Deep Learning Weekly Issue #127

Google absorbs DeepMind Health, Apple details Overton, PyTorch gets a data API, and more...

Hey folks,

This week in deep learning we bring you an AI lab in India and a DeepMind reorg from Google, a profile on those ImageNet Roulette memes you’ve been seeing, a look at the AI giants of China, and Facebook’s latest acquisition of a brain input device startup.

You may also enjoy a fine-tuned GPT-2 model from OpenAI, a rare publication on machine learning pipelines from Apple, a unique dataset containing hundreds of thousands of medical images, a data API for PyTorch, and more.

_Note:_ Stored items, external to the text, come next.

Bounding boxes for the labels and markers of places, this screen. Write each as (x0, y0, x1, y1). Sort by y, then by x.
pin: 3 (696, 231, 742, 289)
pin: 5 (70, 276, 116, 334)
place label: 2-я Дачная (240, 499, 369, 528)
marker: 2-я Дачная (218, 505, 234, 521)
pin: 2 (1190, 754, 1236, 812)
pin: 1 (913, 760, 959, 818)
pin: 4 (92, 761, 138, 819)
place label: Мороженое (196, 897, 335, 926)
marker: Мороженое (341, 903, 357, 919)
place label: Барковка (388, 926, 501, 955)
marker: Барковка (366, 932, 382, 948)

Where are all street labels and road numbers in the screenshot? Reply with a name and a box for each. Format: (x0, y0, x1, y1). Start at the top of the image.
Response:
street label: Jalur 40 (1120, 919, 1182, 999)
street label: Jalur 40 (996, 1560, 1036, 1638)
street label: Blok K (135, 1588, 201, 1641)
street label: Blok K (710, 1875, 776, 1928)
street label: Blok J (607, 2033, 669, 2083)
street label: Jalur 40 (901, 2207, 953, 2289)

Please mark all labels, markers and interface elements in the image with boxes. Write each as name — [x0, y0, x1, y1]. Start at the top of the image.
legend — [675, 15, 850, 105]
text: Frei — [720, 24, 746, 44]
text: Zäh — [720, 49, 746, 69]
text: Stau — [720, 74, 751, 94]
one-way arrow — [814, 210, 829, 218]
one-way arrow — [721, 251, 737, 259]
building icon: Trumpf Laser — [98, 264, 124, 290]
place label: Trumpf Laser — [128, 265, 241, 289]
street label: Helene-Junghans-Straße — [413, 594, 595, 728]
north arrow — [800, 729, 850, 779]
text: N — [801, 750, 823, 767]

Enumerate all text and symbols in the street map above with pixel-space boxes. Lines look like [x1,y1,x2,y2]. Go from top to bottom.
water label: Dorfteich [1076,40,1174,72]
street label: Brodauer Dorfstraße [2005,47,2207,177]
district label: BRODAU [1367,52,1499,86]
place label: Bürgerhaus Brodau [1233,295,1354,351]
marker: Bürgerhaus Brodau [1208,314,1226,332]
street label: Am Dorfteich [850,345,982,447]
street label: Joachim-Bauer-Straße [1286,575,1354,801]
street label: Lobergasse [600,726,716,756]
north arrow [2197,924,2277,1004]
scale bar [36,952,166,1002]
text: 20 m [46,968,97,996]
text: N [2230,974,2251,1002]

As always, happy reading and hacking. If you have something you think should be in next week's issue, find us on Twitter: @dl_weekly.

Until next week!


Behind the Rise of China’s Facial-Recognition Giants [Wired]

A deep dive into the current generation of AI startups in China

‘Nerd,’ ‘Nonsmoker,’ ‘Wrongdoer’: How Might A.I. Label You? [New York Times]

The NYTs on the ImageNet Roulette posts you’ve probably been seeing all over social media.

Facebook buys startup building neural monitoring armband [TechCrunch]

Facebook is rumored to be buying CTRL-labs, a startup using machine learning models to control software via brain activity.

Google Research India: an AI lab in Bangalore

Google opens its first AI research lab in India.

DeepMind’s health team joins Google Health

A major reorg for Google and DeepMind nearly 5 years after the acquisition.


Fine-Tuning GPT-2 from Human Preferences

OpenAI releases a new iteration of GPT-2 models fine-tuned on a large corpus of human-annotated preference data.

[Apple] Overton: A Data System for Monitoring and Improving Machine-Learned Products

A rare paper from researchers at Apple detailing a high level architecture for training, deploying, and monitoring deep learning pipelines.

Fast Sample Efficient Q-Learning With Recurrent IQN

A great explainer on a new reinforcement learning technique with SOTA results on Atari games.

This Picture Does Not Exist

Infinite-resolution image generation in the browser using CPPNs, GANs.

Anatomy of a high-performing convolution

A deep dive into efficient, low-level implementations of a convolution layer.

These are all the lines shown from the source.